Based on the above data, the current analysis identified significant associations between HM risk and the rs3743123, rs4373767, rs4428898, rs10779363, and rs7544369 polymorphisms. These findings move beyond mere associations by suggesting potential mechanistic targets. The convergence of genes involved in cellular communication, genetic regulation, and structural integrity suggests that HM pathogenesis is multifactorial, resulting from subtle disruptions across interconnected systems. Translating this knowledge, the identified SNPs could serve as components of a polygenic risk score, enabling earlier identification of at-risk individuals. This paves the way for personalized preventive strategies, such as intensified monitoring and lifestyle interventions aimed at modulating environmental risk factors, ultimately contributing to a precision medicine approach for this vision-threatening condition.

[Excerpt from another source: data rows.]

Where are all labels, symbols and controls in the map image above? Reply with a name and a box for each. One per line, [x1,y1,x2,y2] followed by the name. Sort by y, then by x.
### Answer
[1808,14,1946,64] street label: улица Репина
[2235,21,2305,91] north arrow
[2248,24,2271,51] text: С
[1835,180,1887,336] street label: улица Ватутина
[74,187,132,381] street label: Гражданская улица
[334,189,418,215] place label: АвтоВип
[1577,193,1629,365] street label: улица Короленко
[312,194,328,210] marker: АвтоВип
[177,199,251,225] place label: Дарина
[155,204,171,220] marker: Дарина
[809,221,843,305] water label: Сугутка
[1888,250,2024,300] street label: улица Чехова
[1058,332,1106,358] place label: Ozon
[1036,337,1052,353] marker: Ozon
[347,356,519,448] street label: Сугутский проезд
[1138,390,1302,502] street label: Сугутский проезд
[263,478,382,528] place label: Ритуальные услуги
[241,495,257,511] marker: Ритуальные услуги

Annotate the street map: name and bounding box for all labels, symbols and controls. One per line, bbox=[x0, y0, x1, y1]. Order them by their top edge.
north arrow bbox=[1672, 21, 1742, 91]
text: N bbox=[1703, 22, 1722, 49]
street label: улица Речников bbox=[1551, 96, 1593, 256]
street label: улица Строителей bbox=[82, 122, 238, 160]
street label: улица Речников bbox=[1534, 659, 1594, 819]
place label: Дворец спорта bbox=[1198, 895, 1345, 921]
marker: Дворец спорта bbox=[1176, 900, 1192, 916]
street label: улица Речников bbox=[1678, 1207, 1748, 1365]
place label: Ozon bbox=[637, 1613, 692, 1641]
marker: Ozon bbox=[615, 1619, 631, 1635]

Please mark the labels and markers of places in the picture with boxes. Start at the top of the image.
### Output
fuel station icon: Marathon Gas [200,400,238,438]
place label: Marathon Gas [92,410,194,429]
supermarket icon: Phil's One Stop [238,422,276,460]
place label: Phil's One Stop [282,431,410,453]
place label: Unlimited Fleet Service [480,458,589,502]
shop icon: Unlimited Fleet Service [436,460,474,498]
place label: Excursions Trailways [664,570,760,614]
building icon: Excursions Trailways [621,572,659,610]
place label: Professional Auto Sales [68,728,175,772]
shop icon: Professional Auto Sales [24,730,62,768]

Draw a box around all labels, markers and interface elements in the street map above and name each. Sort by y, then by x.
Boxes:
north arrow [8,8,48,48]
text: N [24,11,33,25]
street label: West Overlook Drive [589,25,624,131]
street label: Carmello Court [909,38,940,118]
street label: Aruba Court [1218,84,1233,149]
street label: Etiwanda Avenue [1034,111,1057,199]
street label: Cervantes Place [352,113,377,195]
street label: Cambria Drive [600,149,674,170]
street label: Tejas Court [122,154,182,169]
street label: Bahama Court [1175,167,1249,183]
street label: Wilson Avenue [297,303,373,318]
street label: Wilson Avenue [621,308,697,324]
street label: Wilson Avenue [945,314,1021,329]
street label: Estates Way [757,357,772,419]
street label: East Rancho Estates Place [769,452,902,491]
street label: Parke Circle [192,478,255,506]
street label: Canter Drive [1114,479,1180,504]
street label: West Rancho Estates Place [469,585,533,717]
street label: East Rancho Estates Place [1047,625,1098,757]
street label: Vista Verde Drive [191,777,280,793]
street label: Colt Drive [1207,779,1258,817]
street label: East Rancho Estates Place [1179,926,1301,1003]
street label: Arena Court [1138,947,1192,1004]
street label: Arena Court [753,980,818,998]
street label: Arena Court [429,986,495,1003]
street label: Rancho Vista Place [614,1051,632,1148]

The present study is subject to several limitations. First, despite the inclusion of all relevant literature, the overall sample size remains relatively modest. This limitation was further compounded when conducting subgroup analyses stratified by variables such as age, sex, ethnicity, axial length, and myopia severity. Second, the risk of high myopia associated with the identified polymorphisms is likely modulated by complex interactions, including gene-gene and gene-environment effects, as well as influences from other genetic variants. Future research should prioritize collecting detailed phenotypic and environmental data to clarify these relationships. Finally, elucidating the precise biological mechanisms through which these loci confer disease susceptibility would strengthen the rationale for genetic screening. Such mechanistic insights could facilitate the identification of clinically accessible biomarkers and reveal novel targets for therapeutic intervention.

Conclusions

The results of the present meta-analysis support a potential link between the GJD2 rs3743123, ZC3H11B polymorphisms, and an overall decrease in HM risk. Further large-scale studies with larger sample sizes, population stratification, environment factors, and mechanism research are needed to reliably clarify the association between HM susceptibility and these 4 genes’ polymorphisms.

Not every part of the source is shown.